Thoughts about Psalm by Wislawa Szymborska



Psalm 
Oh, the leaky boundaries of man-made states! 


How many clouds float past them with impunity; 
how much desert sand shifts from one land to another; 
how many mountain pebbles tumble onto foreign soil 
in provocative hops! 
Need I mention every single bird that flies in the face of frontiers 
or alights on the roadblock at the border? 
A humble robin - still, its tail resides abroad 
while its beak stays home. If that weren't enough, it won't stop bobbing! 
Among innumerable insects, I'll single out only the ant 
between the border guard's left and right boots 
blithely ignoring the questions "Where from?" and "Where to?" 
Oh, to register in detail, at a glance, the chaos 
prevailing on every continent! 
Isn't that a privet on the far bank 
smuggling its hundred-thousandth leaf across the river? 
And who but the octopus, with impudent long arms, 
would disrupt the sacred bounds of territorial waters? 
And how can we talk of order overall? 
when the very placement of the stars 
leaves us doubting just what shines for whom? 
Not to speak of the fog's reprehensible drifting! 
And dust blowing all over the steppes 
as if they hadn't been partitioned! 
And the voices coasting on obliging airwaves, 
that conspiratorial squeaking, those indecipherable mutters! 
Only what is human can truly be foreign. 
The rest is mixed vegetation, subversive moles, and wind. 

by Wislawa Szymborska




How leaky are the borders of man-made states!
Human beings' history is somehow terrible.
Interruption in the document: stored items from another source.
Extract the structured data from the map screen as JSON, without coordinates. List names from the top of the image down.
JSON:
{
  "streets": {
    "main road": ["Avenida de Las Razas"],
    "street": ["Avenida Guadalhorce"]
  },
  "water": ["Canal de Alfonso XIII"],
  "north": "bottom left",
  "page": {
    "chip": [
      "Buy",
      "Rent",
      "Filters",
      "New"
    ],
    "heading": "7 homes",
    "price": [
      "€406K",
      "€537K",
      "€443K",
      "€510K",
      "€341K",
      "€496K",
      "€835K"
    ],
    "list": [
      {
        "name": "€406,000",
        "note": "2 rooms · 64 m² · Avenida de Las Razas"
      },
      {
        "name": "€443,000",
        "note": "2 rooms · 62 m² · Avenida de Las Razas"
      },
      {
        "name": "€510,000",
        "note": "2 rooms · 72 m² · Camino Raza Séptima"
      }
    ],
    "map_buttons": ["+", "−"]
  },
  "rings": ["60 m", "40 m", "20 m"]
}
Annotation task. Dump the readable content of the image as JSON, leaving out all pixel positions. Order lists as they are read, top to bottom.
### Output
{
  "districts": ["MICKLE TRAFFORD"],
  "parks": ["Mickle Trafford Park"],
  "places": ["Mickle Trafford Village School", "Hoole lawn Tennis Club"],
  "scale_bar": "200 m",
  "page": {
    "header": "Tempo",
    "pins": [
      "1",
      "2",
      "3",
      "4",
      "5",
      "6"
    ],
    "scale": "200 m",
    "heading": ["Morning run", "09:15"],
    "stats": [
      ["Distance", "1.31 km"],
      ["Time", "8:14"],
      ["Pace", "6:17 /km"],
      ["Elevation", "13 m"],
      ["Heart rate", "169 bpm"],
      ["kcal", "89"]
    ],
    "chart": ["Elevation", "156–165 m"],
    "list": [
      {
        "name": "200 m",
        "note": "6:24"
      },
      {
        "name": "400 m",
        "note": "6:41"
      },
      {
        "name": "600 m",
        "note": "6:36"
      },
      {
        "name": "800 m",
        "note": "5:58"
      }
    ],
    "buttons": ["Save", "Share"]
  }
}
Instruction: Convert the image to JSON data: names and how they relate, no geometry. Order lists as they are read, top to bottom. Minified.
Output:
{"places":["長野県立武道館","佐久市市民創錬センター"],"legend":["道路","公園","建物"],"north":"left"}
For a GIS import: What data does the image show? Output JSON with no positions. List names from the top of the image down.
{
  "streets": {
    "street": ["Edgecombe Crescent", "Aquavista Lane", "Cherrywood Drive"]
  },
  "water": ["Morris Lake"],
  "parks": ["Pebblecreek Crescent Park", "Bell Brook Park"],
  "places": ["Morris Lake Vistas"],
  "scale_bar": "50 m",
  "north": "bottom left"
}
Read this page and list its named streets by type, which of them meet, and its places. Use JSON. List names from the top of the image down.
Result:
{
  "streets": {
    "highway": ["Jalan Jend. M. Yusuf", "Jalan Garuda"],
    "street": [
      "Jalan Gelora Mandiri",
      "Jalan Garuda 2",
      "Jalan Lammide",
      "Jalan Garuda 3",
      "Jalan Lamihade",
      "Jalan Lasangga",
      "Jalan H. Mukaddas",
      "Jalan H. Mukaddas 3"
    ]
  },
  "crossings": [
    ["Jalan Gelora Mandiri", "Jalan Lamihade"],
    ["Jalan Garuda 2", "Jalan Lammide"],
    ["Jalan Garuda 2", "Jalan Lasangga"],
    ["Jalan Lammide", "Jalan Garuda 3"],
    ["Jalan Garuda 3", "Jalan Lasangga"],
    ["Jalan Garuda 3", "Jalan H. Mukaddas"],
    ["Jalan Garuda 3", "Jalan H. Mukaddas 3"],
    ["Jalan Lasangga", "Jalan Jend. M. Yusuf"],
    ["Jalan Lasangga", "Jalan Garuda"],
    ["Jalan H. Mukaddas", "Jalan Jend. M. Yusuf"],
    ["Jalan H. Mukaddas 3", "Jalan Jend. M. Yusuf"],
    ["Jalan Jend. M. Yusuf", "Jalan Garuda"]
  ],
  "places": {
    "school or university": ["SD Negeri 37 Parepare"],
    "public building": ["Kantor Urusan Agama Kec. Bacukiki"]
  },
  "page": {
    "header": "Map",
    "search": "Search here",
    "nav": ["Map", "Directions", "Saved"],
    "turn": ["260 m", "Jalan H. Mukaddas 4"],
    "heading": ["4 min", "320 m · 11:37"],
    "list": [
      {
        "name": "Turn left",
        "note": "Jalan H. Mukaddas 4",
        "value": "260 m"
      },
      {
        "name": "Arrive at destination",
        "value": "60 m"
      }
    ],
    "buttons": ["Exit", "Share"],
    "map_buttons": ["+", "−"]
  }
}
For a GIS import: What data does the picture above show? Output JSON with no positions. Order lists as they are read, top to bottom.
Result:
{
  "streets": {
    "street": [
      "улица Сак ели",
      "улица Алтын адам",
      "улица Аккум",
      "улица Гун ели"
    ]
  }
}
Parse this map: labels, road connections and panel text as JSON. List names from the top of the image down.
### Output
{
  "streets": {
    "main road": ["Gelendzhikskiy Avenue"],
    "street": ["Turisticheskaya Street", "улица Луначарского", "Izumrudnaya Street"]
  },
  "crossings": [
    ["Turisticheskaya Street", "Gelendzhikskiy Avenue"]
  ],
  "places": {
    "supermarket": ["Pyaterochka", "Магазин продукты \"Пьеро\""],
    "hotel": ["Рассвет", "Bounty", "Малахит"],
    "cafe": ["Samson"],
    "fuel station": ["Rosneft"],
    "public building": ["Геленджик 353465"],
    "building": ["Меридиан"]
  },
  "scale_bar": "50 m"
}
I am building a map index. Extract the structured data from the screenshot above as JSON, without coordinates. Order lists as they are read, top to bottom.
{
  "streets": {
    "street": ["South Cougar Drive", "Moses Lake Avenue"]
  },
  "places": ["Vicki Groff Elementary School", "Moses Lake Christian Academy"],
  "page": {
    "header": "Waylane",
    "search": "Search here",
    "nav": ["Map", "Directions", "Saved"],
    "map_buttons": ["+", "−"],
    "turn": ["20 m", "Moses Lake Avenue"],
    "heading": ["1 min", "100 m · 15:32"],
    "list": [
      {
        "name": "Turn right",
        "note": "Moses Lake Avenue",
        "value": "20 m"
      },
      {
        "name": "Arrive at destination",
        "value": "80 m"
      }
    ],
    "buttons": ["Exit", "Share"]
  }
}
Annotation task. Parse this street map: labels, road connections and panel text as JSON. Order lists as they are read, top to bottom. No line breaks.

We not only divide people but also things that we possess. Why don't we stop for a while to look at nature. To look at clouds floating, sand spreading, birds flying without limits; privet, squids, stretch out of their boundary; fog, dust, and radio waves travel wherever they want. Why don't we listen to the ants' perspective for a moment. They tell us that they feel unobliged to answer... Human beings are so insignificant; yet, so arrogant.